I have an 8MB CSV file. Using Spreadsheet::Read
it takes 10 seconds to read:
my $book = ReadData ( 'file.csv' );
my @rows = Spreadsheet::Read::rows($book->[1]); # first sheet
foreach my $i (2 .. scalar @rows) { # ignore first header row
my $first = $rows[$i-1][1];
#...
}
Using Text::CSV_XS
, it takes 1 second:
open my $fh, "<:encoding(utf8)", 'file.csv' or die $!;
my $csv = Text::CSV_XS->new ({ diag_verbose=>1, auto_diag=>1, binary=>1, sep_char=>";" });
$csv->getline($fh); # Ignore Header
while (my $row = $csv->getline ($fh)) {
my $first = $row->[1];
#...
}
close ($fh);
Can I force Spreadsheet::Read
to use Text::CSV_XS
and expect similar peformance?

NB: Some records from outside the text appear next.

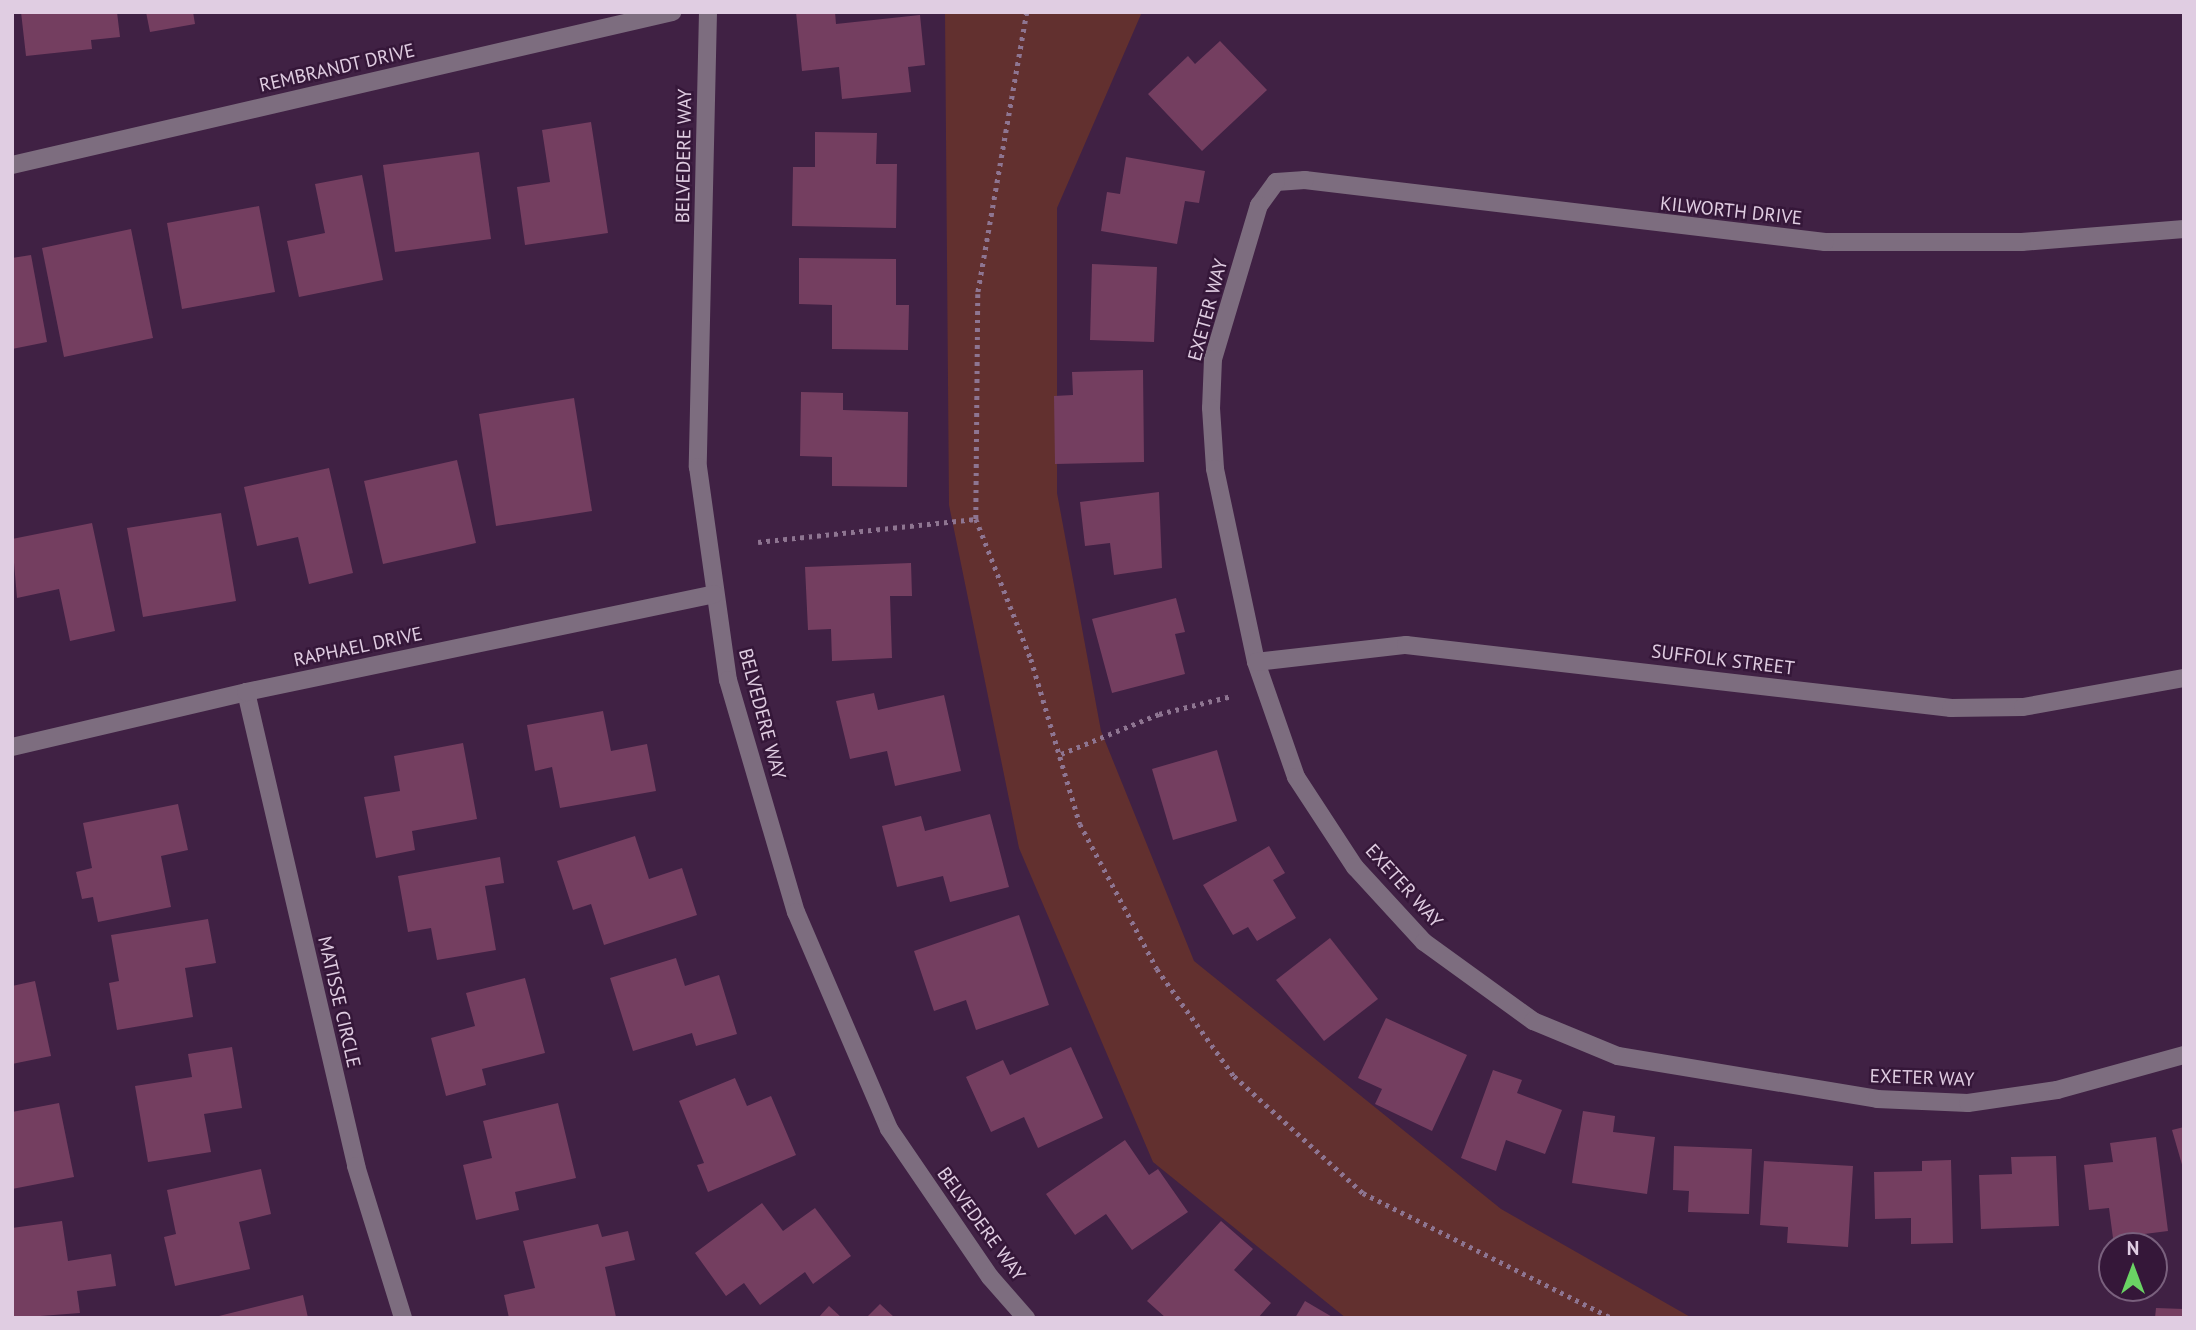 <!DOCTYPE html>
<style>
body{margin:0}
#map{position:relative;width:2196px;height:1330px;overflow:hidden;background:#402144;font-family:"PT Sans",sans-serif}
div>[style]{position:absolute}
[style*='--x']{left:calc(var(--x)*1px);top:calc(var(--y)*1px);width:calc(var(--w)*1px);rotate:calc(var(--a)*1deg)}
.green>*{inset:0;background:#62302f}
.building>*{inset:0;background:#743e60}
.path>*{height:4.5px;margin-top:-2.25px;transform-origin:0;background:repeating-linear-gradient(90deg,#8e7591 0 3.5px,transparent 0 8.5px)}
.minor>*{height:18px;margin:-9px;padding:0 9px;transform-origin:9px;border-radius:9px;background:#7d6d7f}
span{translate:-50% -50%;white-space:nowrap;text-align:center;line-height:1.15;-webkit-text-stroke:5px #351739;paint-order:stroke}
.street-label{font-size:19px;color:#e0cde2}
.frame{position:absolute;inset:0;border:14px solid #e0cde2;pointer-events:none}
.north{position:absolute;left:2098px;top:1232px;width:70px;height:70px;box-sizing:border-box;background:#351739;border:2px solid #79607d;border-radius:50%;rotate:0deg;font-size:19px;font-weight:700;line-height:28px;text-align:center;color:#e0cde2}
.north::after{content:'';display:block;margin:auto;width:24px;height:32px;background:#6ad364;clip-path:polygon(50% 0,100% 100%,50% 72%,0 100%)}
</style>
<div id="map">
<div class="green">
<i style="clip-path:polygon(945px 12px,1142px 12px,1057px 208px,1057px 493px,1101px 731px,1194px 961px,1501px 1209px,1692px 1318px,1346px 1318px,1153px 1162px,1019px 848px,949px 505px)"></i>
</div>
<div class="building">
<i style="clip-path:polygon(21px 12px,117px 12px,120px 37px,91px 40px,92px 49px,26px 56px)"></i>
<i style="clip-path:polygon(146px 12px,193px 12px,195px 24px,150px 32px)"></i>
<i style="clip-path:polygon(796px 12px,835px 12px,836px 24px,920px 15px,925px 65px,908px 67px,911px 92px,842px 99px,839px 67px,802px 71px)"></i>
<i style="clip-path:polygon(1220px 41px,1267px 90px,1202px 151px,1148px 94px,1188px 56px,1195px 64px)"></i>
<i style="clip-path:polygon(591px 122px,608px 233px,525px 245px,517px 187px,550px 182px,542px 130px)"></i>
<i style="clip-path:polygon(815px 132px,877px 133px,876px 164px,897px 164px,896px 228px,792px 226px,793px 167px,815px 167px)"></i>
<i style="clip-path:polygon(479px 152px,491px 239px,395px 252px,383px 165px)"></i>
<i style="clip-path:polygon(1126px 157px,1205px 171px,1199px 203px,1185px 201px,1177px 244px,1101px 231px,1107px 192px,1120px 194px)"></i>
<i style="clip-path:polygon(362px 175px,383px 280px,299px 297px,287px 241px,325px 233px,315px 184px)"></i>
<i style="clip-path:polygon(259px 206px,275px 292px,182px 309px,167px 223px)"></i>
<i style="clip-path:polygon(131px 229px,153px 338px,64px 357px,42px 248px)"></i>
<i style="clip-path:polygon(31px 255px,47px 342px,12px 349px,12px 258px)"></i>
<i style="clip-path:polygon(799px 258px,896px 259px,896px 305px,909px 305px,908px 350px,832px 349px,832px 305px,799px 304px)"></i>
<i style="clip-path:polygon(1092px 264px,1157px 267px,1154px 342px,1090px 340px)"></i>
<i style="clip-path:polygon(1143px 370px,1144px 462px,1055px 464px,1054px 396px,1073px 395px,1072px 372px)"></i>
<i style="clip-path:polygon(801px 392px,843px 393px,843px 410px,908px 412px,907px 487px,832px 486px,832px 457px,800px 456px)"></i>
<i style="clip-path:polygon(574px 398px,592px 511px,496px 526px,479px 414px)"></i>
<i style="clip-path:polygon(457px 460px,476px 543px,383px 564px,364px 481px)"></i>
<i style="clip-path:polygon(329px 468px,353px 573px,309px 584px,298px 537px,257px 546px,244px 487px)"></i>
<i style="clip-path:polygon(1159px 492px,1162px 568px,1114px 575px,1110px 543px,1085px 546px,1080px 502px)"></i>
<i style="clip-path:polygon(221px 513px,236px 601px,143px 617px,127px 528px)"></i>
<i style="clip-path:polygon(92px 523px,115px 631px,70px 641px,59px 589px,17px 598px,12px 539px)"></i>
<i style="clip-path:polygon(911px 563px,912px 596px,890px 596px,892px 658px,832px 661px,831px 629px,808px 630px,805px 567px)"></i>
<i style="clip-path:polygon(1176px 598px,1185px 632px,1175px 634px,1185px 674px,1112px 693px,1092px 619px)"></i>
<i style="clip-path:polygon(874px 693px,878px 710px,944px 695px,961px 771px,895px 786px,887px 751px,850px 759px,836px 701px)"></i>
<i style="clip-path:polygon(603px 711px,611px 751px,647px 744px,656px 791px,560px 808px,552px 767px,535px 771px,527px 725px)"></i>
<i style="clip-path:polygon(463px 743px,477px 819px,412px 831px,415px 850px,376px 858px,364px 797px,400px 791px,394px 756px)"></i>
<i style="clip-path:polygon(1217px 750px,1237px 821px,1173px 840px,1152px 769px)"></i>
<i style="clip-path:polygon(178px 804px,188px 850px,161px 856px,171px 907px,98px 922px,93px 897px,82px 899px,76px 872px,92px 868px,83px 823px)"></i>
<i style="clip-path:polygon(990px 814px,1009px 887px,950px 902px,943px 876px,897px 887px,882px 826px,921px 816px,925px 831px)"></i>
<i style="clip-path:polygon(635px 836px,649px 879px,682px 868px,697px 915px,604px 945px,591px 904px,573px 910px,557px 861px)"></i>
<i style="clip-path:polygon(1269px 846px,1285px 873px,1273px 880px,1296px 918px,1257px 941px,1248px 927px,1233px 935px,1203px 885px)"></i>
<i style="clip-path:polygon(500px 857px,504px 883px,485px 886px,496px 950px,437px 960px,431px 928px,408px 932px,398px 876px)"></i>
<i style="clip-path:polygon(1019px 915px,1049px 1005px,976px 1030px,966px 1000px,934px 1011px,914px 951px)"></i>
<i style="clip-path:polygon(208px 919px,216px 963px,185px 968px,193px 1017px,117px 1030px,109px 983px,119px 981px,111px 935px)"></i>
<i style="clip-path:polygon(1330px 938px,1378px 999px,1324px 1041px,1276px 980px)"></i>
<i style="clip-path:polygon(676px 958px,685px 986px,719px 975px,737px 1034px,696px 1046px,692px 1033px,633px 1051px,610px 978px)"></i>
<i style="clip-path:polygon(525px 978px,545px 1053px,482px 1069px,486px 1085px,446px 1096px,431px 1038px,475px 1026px,466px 993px)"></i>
<i style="clip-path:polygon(35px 981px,51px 1056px,12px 1064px,12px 986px)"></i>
<i style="clip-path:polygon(1386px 1018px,1467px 1055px,1432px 1131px,1375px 1104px,1382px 1089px,1358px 1078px)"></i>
<i style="clip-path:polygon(232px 1047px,242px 1108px,204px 1114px,211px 1152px,148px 1162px,135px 1086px,192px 1077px,188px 1054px)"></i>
<i style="clip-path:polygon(1071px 1047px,1103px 1118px,1038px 1148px,1024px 1117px,991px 1132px,966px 1077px,1003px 1060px,1010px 1075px)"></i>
<i style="clip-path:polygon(1493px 1070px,1522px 1080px,1517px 1093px,1562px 1110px,1545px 1154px,1506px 1140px,1496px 1171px,1461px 1158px)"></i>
<i style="clip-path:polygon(735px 1078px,747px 1106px,771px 1096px,796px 1155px,708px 1192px,697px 1165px,704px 1163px,679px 1101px)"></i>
<i style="clip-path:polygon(59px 1103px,74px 1177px,12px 1189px,12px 1112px)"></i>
<i style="clip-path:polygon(558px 1103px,576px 1178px,515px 1192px,519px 1210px,476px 1220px,463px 1165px,492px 1158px,483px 1121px)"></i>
<i style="clip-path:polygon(1583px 1111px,1615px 1116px,1613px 1132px,1655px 1137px,1647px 1194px,1572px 1183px)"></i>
<i style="clip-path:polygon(2184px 1127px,2184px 1167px,2183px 1168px,2172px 1130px)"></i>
<i style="clip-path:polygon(2156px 1137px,2168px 1231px,2113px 1238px,2109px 1208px,2089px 1210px,2084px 1165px,2113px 1162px,2110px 1143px)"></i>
<i style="clip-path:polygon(1125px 1140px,1149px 1175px,1158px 1169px,1188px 1212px,1132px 1250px,1106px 1214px,1075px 1235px,1046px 1194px)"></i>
<i style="clip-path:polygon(1674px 1146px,1752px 1149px,1749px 1214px,1688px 1212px,1689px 1191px,1673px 1190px)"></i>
<i style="clip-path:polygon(2056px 1156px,2059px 1226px,1981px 1229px,1979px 1175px,2012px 1174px,2011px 1157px)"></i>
<i style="clip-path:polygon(1951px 1160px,1953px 1243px,1911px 1244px,1911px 1218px,1875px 1219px,1874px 1172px,1922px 1171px,1922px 1161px)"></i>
<i style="clip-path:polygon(1764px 1161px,1853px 1166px,1848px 1247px,1787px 1243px,1788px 1227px,1760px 1225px)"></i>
<i style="clip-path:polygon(261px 1169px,271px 1214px,239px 1222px,250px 1269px,175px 1286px,164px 1237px,176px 1234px,167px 1190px)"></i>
<i style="clip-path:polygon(762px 1203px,783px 1231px,815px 1208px,851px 1256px,813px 1284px,805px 1272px,760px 1305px,744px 1283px,726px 1296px,695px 1253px)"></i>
<i style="clip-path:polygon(62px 1221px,68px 1261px,111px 1254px,116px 1286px,77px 1291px,80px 1313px,14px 1318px,12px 1228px)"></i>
<i style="clip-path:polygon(1221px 1221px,1253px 1249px,1234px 1270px,1271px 1303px,1258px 1318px,1166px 1318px,1147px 1301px)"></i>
<i style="clip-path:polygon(598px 1224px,602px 1237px,628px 1231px,635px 1260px,605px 1267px,616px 1317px,509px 1318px,504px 1295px,535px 1288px,523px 1241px)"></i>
<i style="clip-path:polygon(303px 1295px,308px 1318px,215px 1318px,215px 1317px)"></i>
<i style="clip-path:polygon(1305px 1301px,1334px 1318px,1295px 1318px)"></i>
<i style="clip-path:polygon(880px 1304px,895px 1318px,866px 1318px)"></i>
<i style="clip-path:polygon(829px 1306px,842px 1318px,818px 1318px)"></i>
<i style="clip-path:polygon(2156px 1308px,2184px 1309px,2184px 1318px,2155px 1318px)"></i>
</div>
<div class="path">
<i style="--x:1027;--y:12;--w:286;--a:99.9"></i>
<i style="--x:978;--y:294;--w:225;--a:90.5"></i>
<i style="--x:976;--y:519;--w:150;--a:68.6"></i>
<i style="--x:1031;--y:659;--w:172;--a:73.5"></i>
<i style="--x:1080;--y:824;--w:164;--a:62"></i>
<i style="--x:1157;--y:969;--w:132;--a:54.3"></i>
<i style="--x:1234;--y:1076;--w:174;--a:42.2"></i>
<i style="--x:1363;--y:1193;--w:279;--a:26.7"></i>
<i style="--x:758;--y:542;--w:219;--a:-6"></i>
<i style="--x:1061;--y:754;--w:106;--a:-22.2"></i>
<i style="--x:1159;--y:714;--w:75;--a:-13.9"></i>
</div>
<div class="minor">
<i style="--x:708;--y:12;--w:455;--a:91.3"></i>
<i style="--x:698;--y:467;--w:215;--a:82"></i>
<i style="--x:728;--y:680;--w:242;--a:73.7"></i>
<i style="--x:796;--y:912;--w:236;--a:66.8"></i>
<i style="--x:889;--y:1129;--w:179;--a:55.7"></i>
<i style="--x:990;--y:1277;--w:55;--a:48.7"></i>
<i style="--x:12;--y:165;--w:678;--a:-13.05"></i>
<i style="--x:2184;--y:229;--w:163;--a:175.4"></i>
<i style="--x:2022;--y:242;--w:197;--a:180"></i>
<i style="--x:1825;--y:242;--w:524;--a:-173.2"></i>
<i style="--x:1305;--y:180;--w:29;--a:176"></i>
<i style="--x:1276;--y:182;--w:29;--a:126"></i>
<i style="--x:1259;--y:205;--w:161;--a:106.6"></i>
<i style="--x:1213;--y:359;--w:49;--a:92.3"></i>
<i style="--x:1211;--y:408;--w:61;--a:86.2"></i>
<i style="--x:1215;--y:469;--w:197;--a:78"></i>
<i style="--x:1256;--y:662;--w:122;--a:70.8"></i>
<i style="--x:1296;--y:777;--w:108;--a:56.8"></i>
<i style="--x:1355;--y:867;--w:102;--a:47.4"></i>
<i style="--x:1424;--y:942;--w:135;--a:35.9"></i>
<i style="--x:1533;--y:1021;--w:92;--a:22.4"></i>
<i style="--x:1618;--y:1056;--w:263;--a:9.4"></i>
<i style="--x:1877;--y:1099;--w:91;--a:2.5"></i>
<i style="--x:1968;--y:1103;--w:90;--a:-8.3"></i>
<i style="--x:2057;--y:1090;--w:132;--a:-15.4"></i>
<i style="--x:1256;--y:662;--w:151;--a:-6.5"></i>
<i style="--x:1406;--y:645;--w:549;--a:6.59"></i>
<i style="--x:1951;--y:708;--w:72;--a:-0.8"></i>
<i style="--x:2023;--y:707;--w:164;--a:-10.2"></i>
<i style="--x:246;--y:692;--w:487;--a:76.9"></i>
<i style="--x:356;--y:1166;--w:159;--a:72.8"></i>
<i style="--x:12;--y:747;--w:240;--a:-13.2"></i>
<i style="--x:246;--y:692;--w:478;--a:-11.8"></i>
</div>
<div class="street-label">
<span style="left:337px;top:68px;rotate:-13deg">REMBRANDT DRIVE</span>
<span style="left:684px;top:156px;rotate:-89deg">BELVEDERE WAY</span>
<span style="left:1731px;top:211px;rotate:6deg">KILWORTH DRIVE</span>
<span style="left:1208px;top:310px;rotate:-75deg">EXETER WAY</span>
<span style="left:358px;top:647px;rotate:-12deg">RAPHAEL DRIVE</span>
<span style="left:1723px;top:660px;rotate:7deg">SUFFOLK STREET</span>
<span style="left:762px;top:714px;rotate:75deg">BELVEDERE WAY</span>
<span style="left:1404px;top:886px;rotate:48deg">EXETER WAY</span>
<span style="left:339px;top:1002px;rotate:77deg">MATISSE CIRCLE</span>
<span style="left:1922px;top:1078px;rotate:2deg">EXETER WAY</span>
<span style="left:981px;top:1224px;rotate:54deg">BELVEDERE WAY</span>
</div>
<div class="frame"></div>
<div class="north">N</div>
</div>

I tried:
my $book = Spreadsheet::Read->new (
'file.csv',
sep => ';',
parser => 'csv',
);
$ENV{SPREADSHEET_READ_CSV} = 'Text::CSV_XS';
Output of Spreadsheet::Read->parsers()
is:
$VAR1 = {
'ext' => 'csv',
'def' => '',
'mod' => 'Text::CSV',
'min' => '1.17',
'vsn' => '-'
};
$VAR2 = {
'ext' => 'csv',
'def' => '',
'mod' => 'Text::CSV_PP',
'min' => '1.17',
'vsn' => '-'
};
$VAR3 = {
'vsn' => '1.50',
'min' => '0.71',
'ext' => 'csv',
'mod' => 'Text::CSV_XS',
'def' => '*'
};
$VAR4 = {
'min' => '0.01',
'vsn' => '0.87',
'def' => '*',
'mod' => 'Spreadsheet::Read',
'ext' => 'sc'
};
$VAR5 = {
'vsn' => '0.65',
'min' => '0.34',
'ext' => 'xls',
'mod' => 'Spreadsheet::ParseExcel',
'def' => '*'
};
$VAR6 = {
'min' => '0.24',
'vsn' => '0.27',
'ext' => 'xlsm',
'def' => '*',
'mod' => 'Spreadsheet::ParseXLSX'
};
$VAR7 = {
'min' => '0.24',
'vsn' => '0.27',
'def' => '*',
'mod' => 'Spreadsheet::ParseXLSX',
'ext' => 'xlsx'
};
$VAR8 = {
'min' => '0.13',
'vsn' => '-',
'ext' => 'xlsx',
'def' => '',
'mod' => 'Spreadsheet::XLSX'
};
$VAR9 = {
'vsn' => undef,
'min' => '',
'ext' => 'zzz2',
'mod' => 'Z20::Just::For::Testing',
'def' => '*'
};
also:
$ perl -MSpreadsheet::Read -E'say Spreadsheet::Read::parses( "csv" )'
Text::CSV_XS
$ perl -MText::CSV_XS -E'say Text::CSV_XS->VERSION'
1.50
You asked if you could force Spreadsheet::Read to use Text::CSV_XS.
But you also said the output from the following is Text::CSV_XS
.
perl -Mv5.14 -MSpreadsheet::Read -e'say Spreadsheet::Read::parses( "csv" )'
This demonstrates that Text::CSV_XS is being used.